HS2 will provide an economic boost to cities in the north and midlands of England.
First published in February 2020.
A new high-speed rail route between London and the north of England has finally been given the go-ahead. Boris Johnson, the UK prime minister, announced the government’s decision, despite the dramatic escalation in construction costs – from £37.5bn in 2011 to £50bn in 2013, £65bn in 2015, and in excess of £100bn in 2019.
HS2’s potential value for money has been calculated with a standard approach for public sector investments, which compares benefits with costs. It is measured with a benefit-to-cost ratio (BCR). As the cost of the project rises, questions have been raised about the value offered by HS2.
There are significant problems with how the government has calculated the value for money offered by HS2. One is that the analysis is open to manipulation. Another is that one of the primary drivers in the strategic case for HS2 is not reflected in the economic case. This driver is national economic rebalancing – the creation of wealth in cities and regions in the Midlands and North.
Instead, the government has assumed that journey time savings are the main benefit to users of a faster rail route. This is supposed to allow us to work more productively or get more enjoyment from our time off. Other lesser benefits have also been added to the calculation. These include improved reliability and reduced overcrowding, as well as some wider economic impacts, such as productivity gains and environmental impacts.
It was noteworthy that the initial increases in the cost of HS2 did not change the supposed economic benefit as measured by the benefit-to-cost ratio. This held steady at close to 2.0, or £2 of benefit for every £1 of cost. Substantial additional benefits were recognised by the promoters (the publicly owned HS2 Ltd and the Department for Transport) even though nothing fundamental had changed in the business case.
However, the independent review by civil engineer Douglas Oakervee, commissioned by the government and just published, puts the BCR at 1.1 to 1.5, reflecting the increase in costs. The National Audit Office’s recent report on HS2 estimated a BCR of 1.4.
The Department for Transport is yet to issue a revised business case for HS2 that takes account of the latest plans and possible cost savings. When it does, I expect to see the usual tweaking and massaging of assumptions about an uncertain future state of the world. This can be defended as a legitimate exercise of professional judgement by transport economists who wish to please their clients: in this case, ministers who have decided to press ahead. The objective will be to achieve a BCR of 2.0, which is the threshold for the Department for Transport’s high value for money category.

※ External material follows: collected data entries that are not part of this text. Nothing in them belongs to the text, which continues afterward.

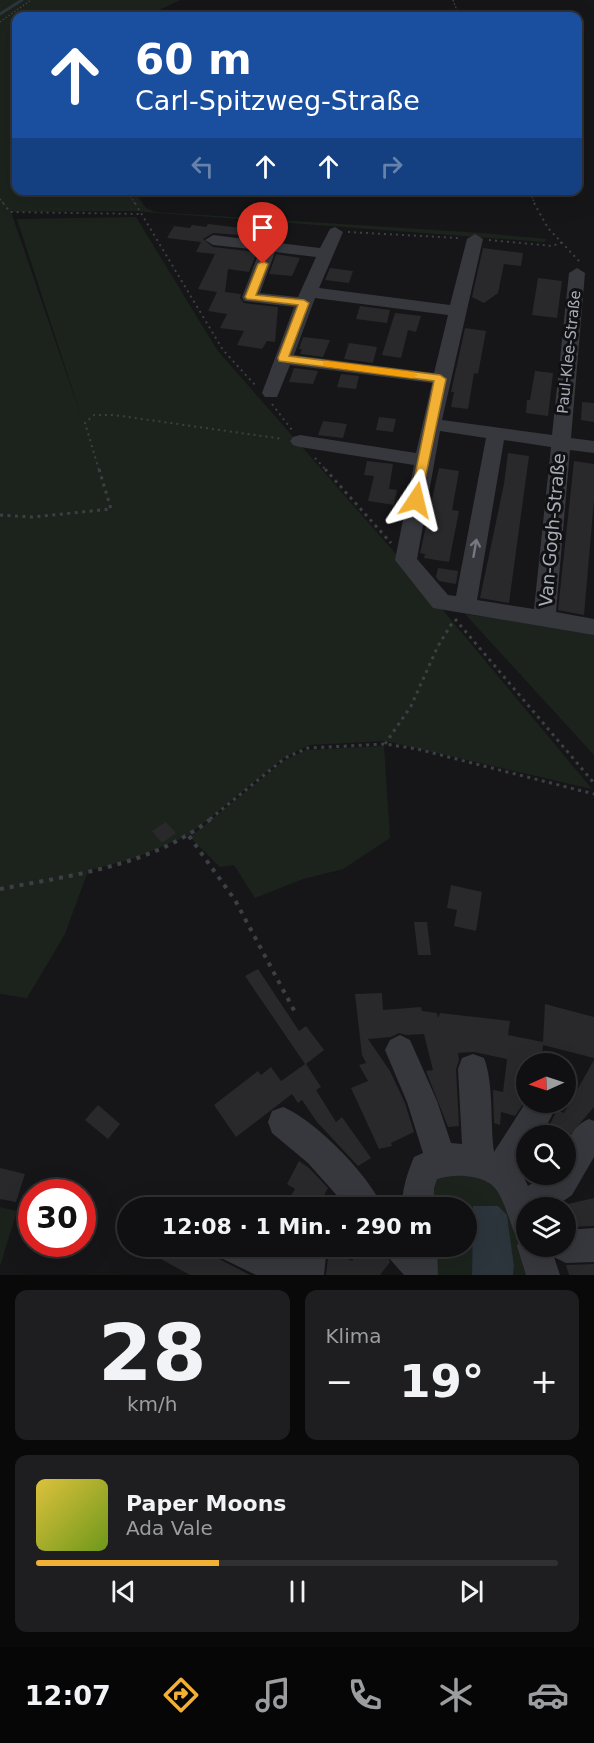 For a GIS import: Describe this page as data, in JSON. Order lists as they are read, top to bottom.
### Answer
{
  "streets": {
    "street": ["Paul-Klee-Straße", "Van-Gogh-Straße"]
  },
  "crossings": [
    ["Paul-Klee-Straße", "Van-Gogh-Straße"]
  ],
  "north": "left",
  "page": {
    "turn": ["60 m", "Carl-Spitzweg-Straße"],
    "limit": "30",
    "trip": "12:08 · 1 Min. · 290 m",
    "tile": [
      ["28", "km/h"],
      "Klima"
    ],
    "heat": ["−", "19°", "+"],
    "song": ["Paper Moons", "Ada Vale"],
    "tabs": "12:07"
  }
} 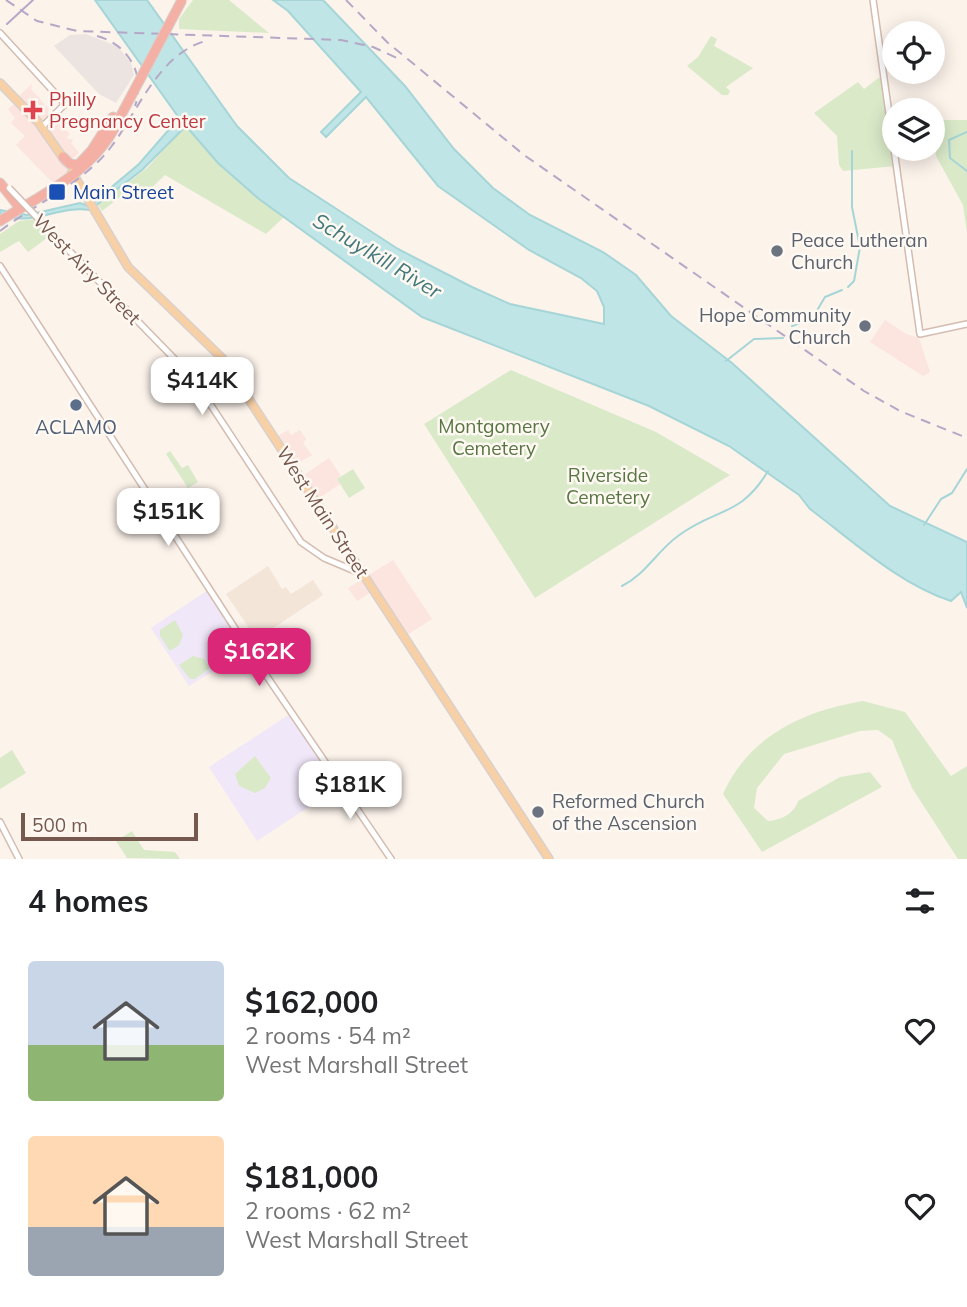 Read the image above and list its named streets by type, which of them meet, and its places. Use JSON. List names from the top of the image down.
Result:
{
  "streets": {
    "main road": ["West Main Street"],
    "street": ["West Airy Street"]
  },
  "crossings": [
    ["West Airy Street", "West Main Street"]
  ],
  "water": ["Schuylkill River"],
  "parks": ["Montgomery Cemetery", "Riverside Cemetery"],
  "places": {
    "health": ["Philly Pregnancy Center"],
    "transit": ["Main Street"],
    "other": [
      "Peace Lutheran Church",
      "Hope Community Church",
      "ACLAMO",
      "Reformed Church of the Ascension"
    ]
  },
  "scale_bar": "500 m",
  "page": {
    "price": [
      "$414K",
      "$151K",
      "$162K",
      "$181K"
    ],
    "scale": "500 m",
    "heading": "4 homes",
    "list": [
      {
        "name": "$162,000",
        "note": "2 rooms · 54 m² · West Marshall Street"
      },
      {
        "name": "$181,000",
        "note": "2 rooms · 62 m² · West Marshall Street"
      }
    ]
  }
}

Apart from such malleability in analysis, there are two big problems with the standard approach to the economic appraisal of proposed transport investments. First, the time-saving benefits arise from trips between cities and say nothing about economic development within cities.
The strategic case for HS2 is to boost the economies of the cities of the Midlands and the North by improving their connectivity to London and the south-east. However, the Department for Transport’s cost-benefit calculation is silent on the geographical distribution of HS2’s benefits across the country.
The economic boost from HS2 might turn out to be quite substantial if the linked cities can take advantage of the modern high-speed connection to London. This could include local investment in property development near to new stations, and in urban rail to enlarge the benefits to surrounding districts. The impact on cities will include the job creation that results.
HS2 will bring economic benefits to northern cities like Sheffield. / Geograph.org.uk David Dixon
The second problem is that average travel time, as measured in the National Travel Survey, has hardly changed over the past 45 years. This is despite many billions of pounds of public investments in the transport system justified by the value of journey time savings. What actually happens is that these investments into quicker travel allow us to travel further and to gain access to more distant destinations, opportunities and choices.
These are the real benefits experienced by users, not the hypothetical time savings assumed by the economists. Transport projects like HS2 lead to changes across the country as people and businesses take advantage of improved access to land and property capable of better use.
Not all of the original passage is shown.